We were on-site. A rare day when both Rowan and I were working together. He made it so that didn’t happen often. We still hadn’t spoken except on shit regarding work. He’d been leaning by his truck on the phone when I came out of the house to grab some more tools. My eyes just happened to go in his direction as I was carrying them back in.

Rowan got off the phone and walked toward me, his face grave.

The tools in my hand tumbled to the ground.

I knew something was wrong the second I saw his expression. Fucker had one hell of a poker face—I’d lost many a Benjamin to it in the past. But his expression struck fear into the core of me.

And the fact that he was walking toward me. Willingly. My best friend had kept his distance from me over the past few months.

It hurt more than I’d expected it to.

I hadn’t realized how much I relied on him. To keep me even. Stable. Keep me tethered to sanity, to stop me from spiraling into a destructive cycle that ended in me eating a bullet.

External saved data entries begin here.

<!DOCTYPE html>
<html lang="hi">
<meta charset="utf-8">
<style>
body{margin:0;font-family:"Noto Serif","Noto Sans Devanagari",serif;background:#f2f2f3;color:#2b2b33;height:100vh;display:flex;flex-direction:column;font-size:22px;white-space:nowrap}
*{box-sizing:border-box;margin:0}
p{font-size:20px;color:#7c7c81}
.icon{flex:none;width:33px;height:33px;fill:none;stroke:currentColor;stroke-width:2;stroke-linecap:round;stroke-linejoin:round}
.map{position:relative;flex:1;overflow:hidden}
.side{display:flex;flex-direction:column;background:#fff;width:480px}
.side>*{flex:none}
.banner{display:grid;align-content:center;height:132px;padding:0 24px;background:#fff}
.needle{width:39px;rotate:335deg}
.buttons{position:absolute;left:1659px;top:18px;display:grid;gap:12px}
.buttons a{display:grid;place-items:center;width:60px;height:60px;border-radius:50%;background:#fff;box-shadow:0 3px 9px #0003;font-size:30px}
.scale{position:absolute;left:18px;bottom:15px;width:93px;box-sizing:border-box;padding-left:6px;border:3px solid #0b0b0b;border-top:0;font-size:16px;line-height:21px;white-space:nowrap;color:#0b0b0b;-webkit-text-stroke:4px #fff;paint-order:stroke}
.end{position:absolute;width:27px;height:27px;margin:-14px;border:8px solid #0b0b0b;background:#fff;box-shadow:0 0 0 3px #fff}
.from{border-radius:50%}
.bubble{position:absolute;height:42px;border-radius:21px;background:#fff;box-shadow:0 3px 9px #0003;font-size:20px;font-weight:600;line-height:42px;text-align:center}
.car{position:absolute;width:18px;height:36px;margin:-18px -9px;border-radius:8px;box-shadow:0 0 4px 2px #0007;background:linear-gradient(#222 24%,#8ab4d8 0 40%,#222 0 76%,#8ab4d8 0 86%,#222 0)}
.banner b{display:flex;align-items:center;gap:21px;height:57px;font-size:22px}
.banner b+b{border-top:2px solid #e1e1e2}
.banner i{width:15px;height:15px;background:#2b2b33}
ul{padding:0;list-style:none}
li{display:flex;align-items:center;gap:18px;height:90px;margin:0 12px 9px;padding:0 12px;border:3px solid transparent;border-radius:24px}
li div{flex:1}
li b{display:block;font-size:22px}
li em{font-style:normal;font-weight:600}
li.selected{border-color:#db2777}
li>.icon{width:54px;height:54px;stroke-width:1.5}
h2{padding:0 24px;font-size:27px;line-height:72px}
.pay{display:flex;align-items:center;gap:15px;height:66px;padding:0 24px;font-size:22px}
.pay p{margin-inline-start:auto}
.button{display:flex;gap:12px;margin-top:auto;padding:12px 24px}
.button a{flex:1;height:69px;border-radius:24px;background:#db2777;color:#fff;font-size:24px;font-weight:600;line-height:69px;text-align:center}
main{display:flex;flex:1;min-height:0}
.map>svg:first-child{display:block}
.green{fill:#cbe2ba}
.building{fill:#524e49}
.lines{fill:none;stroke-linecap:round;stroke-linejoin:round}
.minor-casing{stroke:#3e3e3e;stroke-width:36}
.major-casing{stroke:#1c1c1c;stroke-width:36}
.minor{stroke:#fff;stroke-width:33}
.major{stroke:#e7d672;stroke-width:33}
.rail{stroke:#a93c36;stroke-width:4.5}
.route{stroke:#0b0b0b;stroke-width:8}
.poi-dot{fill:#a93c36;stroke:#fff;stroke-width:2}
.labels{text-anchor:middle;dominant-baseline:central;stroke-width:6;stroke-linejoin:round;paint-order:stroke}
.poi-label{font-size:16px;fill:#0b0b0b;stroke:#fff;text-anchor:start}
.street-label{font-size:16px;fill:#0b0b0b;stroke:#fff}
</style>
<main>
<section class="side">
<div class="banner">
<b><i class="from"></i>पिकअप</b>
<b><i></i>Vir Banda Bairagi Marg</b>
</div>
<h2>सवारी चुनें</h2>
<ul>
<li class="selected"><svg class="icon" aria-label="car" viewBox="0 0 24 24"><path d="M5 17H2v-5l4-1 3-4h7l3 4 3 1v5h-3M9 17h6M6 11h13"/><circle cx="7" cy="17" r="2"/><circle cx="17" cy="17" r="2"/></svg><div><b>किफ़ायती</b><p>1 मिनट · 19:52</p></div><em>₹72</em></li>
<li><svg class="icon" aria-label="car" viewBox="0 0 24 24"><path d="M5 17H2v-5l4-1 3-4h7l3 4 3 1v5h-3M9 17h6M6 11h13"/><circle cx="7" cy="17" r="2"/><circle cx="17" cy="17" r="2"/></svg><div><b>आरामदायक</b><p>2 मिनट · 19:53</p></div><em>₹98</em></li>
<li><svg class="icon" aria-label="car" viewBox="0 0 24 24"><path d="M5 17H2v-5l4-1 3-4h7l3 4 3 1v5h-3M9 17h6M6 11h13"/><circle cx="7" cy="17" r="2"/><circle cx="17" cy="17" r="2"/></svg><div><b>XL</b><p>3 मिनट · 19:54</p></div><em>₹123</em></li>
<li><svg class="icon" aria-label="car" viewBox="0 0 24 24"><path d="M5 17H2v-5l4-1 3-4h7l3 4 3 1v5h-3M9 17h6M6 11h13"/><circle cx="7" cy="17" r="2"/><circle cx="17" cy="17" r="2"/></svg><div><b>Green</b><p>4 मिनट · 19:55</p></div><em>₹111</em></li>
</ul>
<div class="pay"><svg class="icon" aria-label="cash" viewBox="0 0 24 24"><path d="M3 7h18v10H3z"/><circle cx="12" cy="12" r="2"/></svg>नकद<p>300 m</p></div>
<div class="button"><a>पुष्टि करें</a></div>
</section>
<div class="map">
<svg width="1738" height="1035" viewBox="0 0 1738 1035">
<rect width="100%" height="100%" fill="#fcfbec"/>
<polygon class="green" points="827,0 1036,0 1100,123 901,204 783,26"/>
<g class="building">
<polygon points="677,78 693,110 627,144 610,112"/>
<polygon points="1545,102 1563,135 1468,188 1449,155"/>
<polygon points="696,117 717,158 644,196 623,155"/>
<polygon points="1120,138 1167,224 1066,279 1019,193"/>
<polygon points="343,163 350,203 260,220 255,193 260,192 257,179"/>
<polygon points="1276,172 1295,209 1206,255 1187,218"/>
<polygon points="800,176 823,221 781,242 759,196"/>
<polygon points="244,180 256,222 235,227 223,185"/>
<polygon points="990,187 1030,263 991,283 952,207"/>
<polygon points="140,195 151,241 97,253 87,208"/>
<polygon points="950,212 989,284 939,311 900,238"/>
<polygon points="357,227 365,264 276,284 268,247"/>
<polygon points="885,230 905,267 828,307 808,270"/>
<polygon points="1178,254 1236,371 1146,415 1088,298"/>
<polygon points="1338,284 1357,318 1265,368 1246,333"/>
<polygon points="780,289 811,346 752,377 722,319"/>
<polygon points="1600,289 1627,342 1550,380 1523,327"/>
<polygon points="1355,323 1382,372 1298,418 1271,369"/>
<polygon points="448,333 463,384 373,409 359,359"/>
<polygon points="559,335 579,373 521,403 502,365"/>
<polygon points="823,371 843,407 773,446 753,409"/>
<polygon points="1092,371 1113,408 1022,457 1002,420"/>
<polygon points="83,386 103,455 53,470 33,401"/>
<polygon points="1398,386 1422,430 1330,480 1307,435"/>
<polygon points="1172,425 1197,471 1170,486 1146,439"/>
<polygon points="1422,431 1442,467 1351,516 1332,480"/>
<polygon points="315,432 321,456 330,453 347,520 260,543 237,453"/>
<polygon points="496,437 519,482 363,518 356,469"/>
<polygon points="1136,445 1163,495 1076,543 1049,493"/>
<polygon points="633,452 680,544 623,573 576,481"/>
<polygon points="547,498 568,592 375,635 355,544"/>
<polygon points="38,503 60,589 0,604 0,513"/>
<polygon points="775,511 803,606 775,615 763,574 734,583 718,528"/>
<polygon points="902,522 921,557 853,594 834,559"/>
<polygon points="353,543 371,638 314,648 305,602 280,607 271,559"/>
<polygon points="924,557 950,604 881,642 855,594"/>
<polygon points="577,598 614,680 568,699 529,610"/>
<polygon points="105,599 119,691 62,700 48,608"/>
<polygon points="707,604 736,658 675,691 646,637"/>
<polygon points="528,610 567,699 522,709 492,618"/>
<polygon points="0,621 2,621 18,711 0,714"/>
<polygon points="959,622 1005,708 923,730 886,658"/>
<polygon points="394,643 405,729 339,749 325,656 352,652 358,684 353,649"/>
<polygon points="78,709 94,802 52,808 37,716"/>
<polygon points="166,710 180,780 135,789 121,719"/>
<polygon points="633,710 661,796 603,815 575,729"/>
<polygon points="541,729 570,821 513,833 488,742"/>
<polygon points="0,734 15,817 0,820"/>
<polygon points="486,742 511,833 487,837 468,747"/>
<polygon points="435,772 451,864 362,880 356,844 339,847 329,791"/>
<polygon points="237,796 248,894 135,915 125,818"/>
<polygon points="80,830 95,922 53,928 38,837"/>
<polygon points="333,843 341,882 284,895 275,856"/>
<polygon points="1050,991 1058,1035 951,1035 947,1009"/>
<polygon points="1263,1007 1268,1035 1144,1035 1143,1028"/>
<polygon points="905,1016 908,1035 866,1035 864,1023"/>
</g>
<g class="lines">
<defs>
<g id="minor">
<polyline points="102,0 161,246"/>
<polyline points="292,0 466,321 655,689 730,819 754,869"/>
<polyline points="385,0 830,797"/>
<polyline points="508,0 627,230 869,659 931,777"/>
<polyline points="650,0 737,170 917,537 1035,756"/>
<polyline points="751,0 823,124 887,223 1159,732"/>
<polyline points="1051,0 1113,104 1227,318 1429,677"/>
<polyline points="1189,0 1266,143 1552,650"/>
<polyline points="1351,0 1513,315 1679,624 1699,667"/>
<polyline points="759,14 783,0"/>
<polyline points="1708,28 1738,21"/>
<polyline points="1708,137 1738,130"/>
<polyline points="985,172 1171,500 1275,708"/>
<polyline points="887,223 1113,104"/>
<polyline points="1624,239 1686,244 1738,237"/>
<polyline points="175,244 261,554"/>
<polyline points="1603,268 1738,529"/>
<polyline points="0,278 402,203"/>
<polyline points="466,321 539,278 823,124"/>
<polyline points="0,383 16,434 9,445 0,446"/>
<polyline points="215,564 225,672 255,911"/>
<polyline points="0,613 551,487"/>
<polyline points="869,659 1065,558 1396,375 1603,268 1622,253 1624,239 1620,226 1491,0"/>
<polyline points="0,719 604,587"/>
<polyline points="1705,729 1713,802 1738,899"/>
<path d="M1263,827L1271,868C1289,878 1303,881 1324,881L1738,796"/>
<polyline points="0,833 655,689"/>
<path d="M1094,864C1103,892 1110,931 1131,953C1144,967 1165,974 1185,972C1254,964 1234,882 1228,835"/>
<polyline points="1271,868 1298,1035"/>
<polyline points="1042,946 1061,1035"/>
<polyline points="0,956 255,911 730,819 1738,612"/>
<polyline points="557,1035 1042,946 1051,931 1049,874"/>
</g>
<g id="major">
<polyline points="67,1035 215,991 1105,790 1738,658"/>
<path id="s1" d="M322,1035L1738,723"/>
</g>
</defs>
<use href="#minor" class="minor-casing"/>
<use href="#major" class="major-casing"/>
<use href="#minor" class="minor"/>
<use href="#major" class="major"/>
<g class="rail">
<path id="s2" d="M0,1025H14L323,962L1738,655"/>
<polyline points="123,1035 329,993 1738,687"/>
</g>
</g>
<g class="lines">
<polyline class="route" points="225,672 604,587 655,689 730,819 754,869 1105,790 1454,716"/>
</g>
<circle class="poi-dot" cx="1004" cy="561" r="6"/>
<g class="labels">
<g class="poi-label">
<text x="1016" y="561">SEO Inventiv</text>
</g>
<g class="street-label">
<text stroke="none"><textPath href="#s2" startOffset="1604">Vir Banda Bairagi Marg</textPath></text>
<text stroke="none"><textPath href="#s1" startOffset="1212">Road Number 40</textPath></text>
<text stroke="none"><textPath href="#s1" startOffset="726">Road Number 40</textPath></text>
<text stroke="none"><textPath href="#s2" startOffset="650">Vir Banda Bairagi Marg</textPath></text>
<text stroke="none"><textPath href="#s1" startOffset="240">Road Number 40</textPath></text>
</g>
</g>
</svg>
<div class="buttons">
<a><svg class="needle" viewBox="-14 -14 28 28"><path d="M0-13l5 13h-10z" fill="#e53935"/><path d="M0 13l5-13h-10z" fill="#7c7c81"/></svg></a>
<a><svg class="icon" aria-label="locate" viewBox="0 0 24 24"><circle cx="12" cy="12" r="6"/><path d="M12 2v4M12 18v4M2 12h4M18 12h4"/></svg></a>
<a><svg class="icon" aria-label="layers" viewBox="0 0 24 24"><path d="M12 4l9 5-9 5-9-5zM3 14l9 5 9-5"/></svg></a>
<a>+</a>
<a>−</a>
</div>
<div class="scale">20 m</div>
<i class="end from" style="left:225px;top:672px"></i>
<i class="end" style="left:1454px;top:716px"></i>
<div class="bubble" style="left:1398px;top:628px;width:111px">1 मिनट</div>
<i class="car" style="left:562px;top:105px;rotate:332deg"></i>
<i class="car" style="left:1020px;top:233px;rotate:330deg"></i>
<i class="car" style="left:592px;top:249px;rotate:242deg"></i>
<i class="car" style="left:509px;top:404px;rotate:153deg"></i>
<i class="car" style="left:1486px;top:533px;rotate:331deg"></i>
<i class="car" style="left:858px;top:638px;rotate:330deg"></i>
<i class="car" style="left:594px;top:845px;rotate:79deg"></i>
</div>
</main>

And the rare times I wasn’t being a miserable bastard, I just missed sharing a beer with the fucker.

Those times were gone.

“What?” I asked, my heart already in my fucking boots. I’d been here before, hadn’t I? I’d seen the face of a man who had to deliver world-ending news to someone. He’d been the one to deliver it to me five years ago.

“It’s Fiona,” he said, gripping my upper arm. “She’s been in an accident.”

And that’s when the bottom fell out of my motherfucking life.

* * *

Rowan was driving to the hospital.

I fought him on that.

“State you’re in, you’ll be arriving in an ambulance of your own,” he said in response to my protests. “Get in the fucking truck.”

I wasn’t quite in the state to admit to him that he was right, but I was also present enough to understand that standing here arguing with him wasn’t going to do shit but prolong the whole process.

So I got in the truck.

To his credit, he drove like a fucking maniac.

And it was a drive.

Jupiter had a small hospital that could handle most minor to moderate shit.

They ‘stabilized’ Fiona there and then airlifted her to a hospital two hours away.

Two. Hours.

Then again, it had nothing on the journey home from Iraq.

I’d spent twelve hours, thirty-eight minutes, and about forty seconds on that flight. All I knew was my wife and daughter had been in a serious car accident, and that they hadn’t made it.